Facing pressure to cut spending and distribute patients more efficiently through a crowded system, Mass General Brigham is reorganizing the leadership of its community hospitals and consolidating oversight of its community doctors.
The move, executives say, is the latest step in integrating the state’s largest health system, as it tries to move from a federation of hospitals and structures to a unified organization.
“From one perspective, we’re doing OK. But the truth is, this is an unprecedented, challenging time. Doing OK really isn’t good enough anymore,” said Dr. Gregg Meyer, president of the Community Division for Mass General Brigham. “We have to be able to make decisions clearly. People need to be able to get guidance relatively rapidly. … In the end, this is about us improving efficiency of decision making and clarity of authority.”
Like other health systems, Mass General Brigham is strained by workforce shortages, the high cost of temporary labor, and overcrowding due to delays in discharging patients to understaffed nursing homes, rehabilitation centers, and psychiatric clinics.
Yet the changes are bound to ruffle feathers, and some say they further consolidate power with a shrinking group of executives.

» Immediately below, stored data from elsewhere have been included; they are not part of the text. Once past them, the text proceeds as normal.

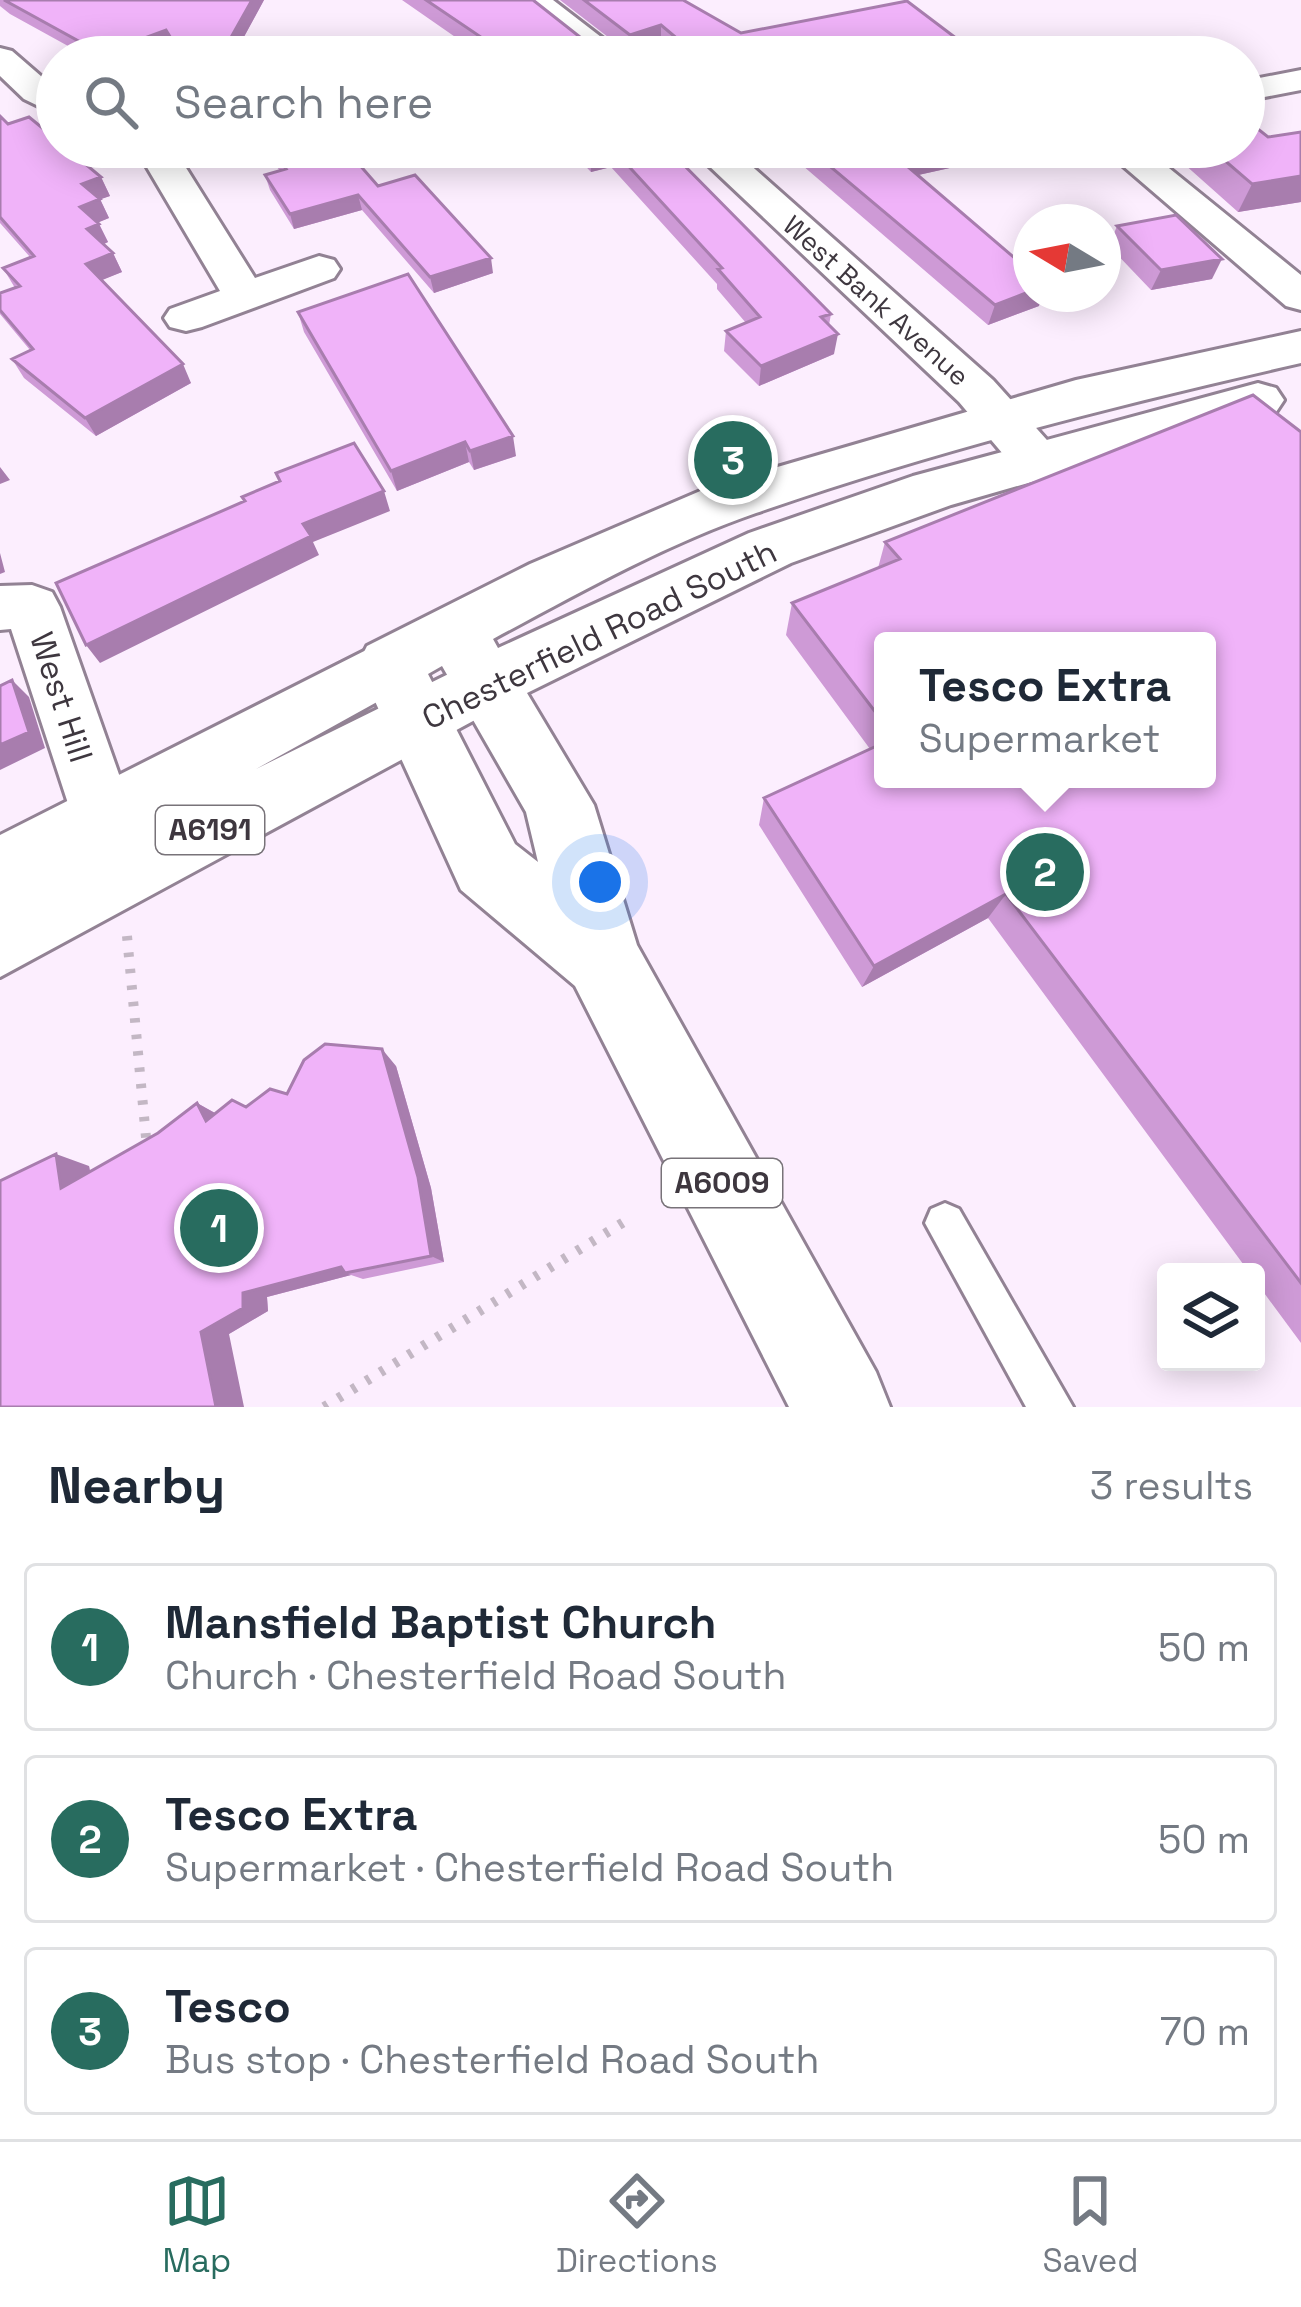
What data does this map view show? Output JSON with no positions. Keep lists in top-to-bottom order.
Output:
{
  "streets": {
    "main road": ["Chesterfield Road South", "A6191", "A6009"],
    "street": ["West Bank Avenue", "West Hill"]
  },
  "crossings": [
    ["West Bank Avenue", "Chesterfield Road South"],
    ["Chesterfield Road South", "West Hill"],
    ["Chesterfield Road South", "A6009"]
  ],
  "north": "left",
  "page": {
    "search": "Search here",
    "pins": ["3", "2", "1"],
    "popup": ["Tesco Extra", "Supermarket"],
    "heading": ["Nearby", "3 results"],
    "list": [
      {
        "mark": "1",
        "name": "Mansfield Baptist Church",
        "note": "Church · Chesterfield Road South",
        "value": "50 m"
      },
      {
        "mark": "2",
        "name": "Tesco Extra",
        "note": "Supermarket · Chesterfield Road South",
        "value": "50 m"
      },
      {
        "mark": "3",
        "name": "Tesco",
        "note": "Bus stop · Chesterfield Road South",
        "value": "70 m"
      }
    ],
    "nav": ["Map", "Directions", "Saved"]
  }
}
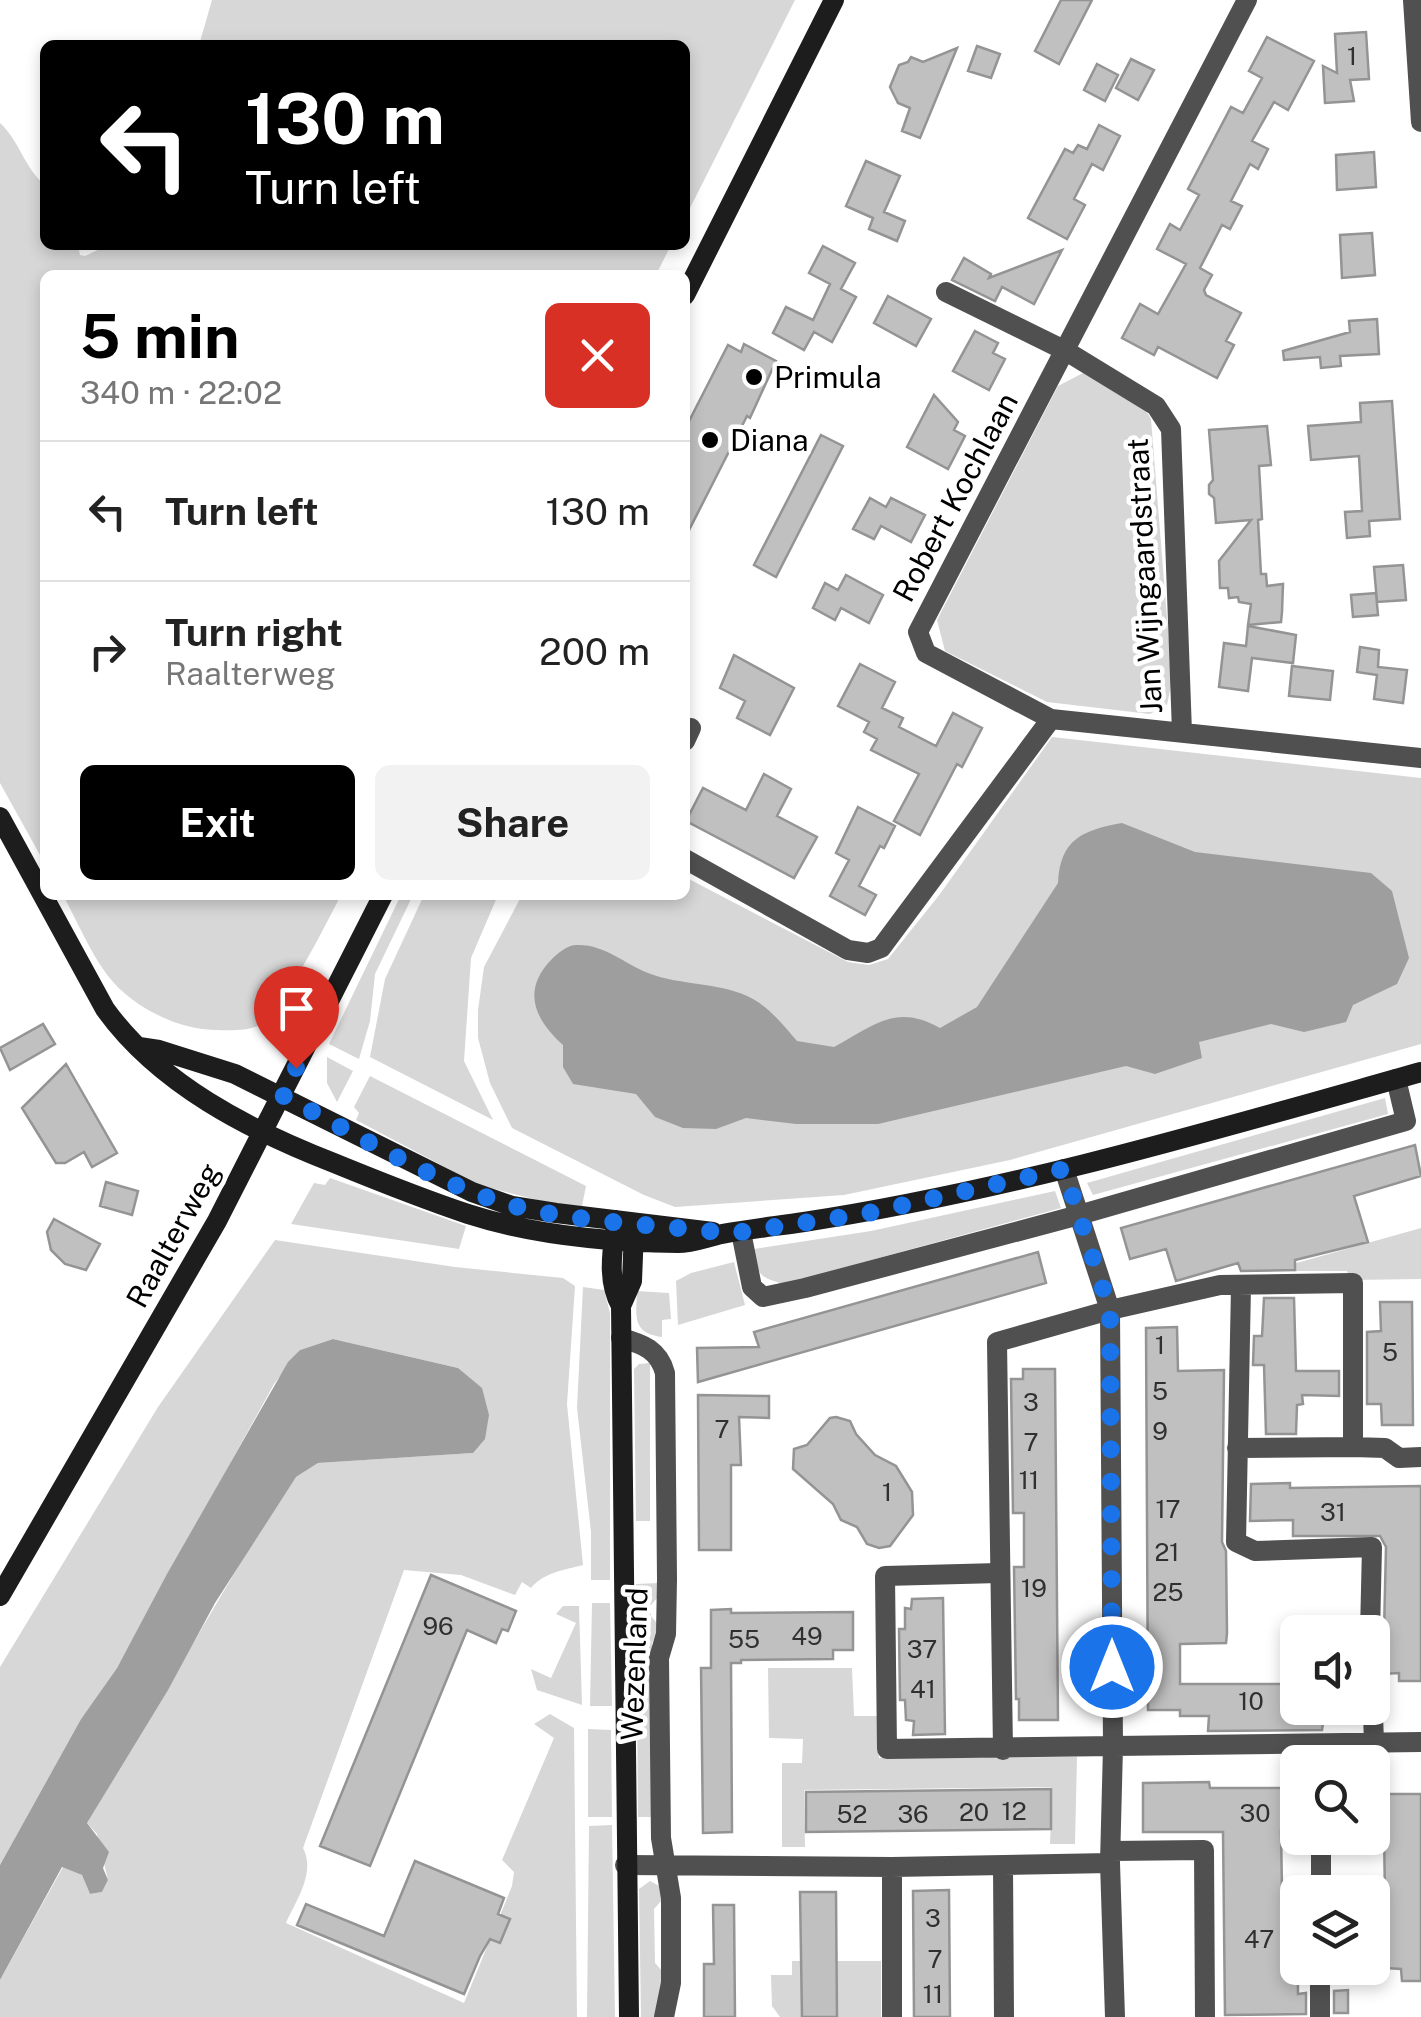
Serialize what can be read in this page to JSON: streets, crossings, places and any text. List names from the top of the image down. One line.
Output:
{"streets":{"street":["Robert Kochlaan","Jan Wijngaardstraat","Raalterweg","Wezenland"]},"crossings":[["Robert Kochlaan","Jan Wijngaardstraat"]],"places":["Primula","Diana"],"house_numbers":["1","1","5","5","3","7","9","7","11","1","17","31","21","19","25","96","49","55","37","41","10","12","20","30","52","36","3","47","7","11"],"page":{"turn":["130 m","Turn left"],"heading":["5 min","340 m · 22:02"],"list":[{"name":"Turn left","value":"130 m"},{"name":"Turn right","note":"Raalterweg","value":"200 m"}],"buttons":["Exit","Share"]}}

“This sends the message that I know a lot of physicians have been fearing, that this is moving the power locus clearly away from the individual institutions and instead moving it to MGB central,” said Dr. Paul Hattis, a senior fellow at the Lown Institute, a Needham-based health care think tank, and a former member of the state’s Health Policy Commission. “The docs are going to be upset about that.”
As part of the changes, Dr. David Roberts, currently president of Salem Hospital, will be appointed to the new role of senior vice president of community operations, overseeing budget performance, capital planning, and clinical programs for the system’s six community hospitals.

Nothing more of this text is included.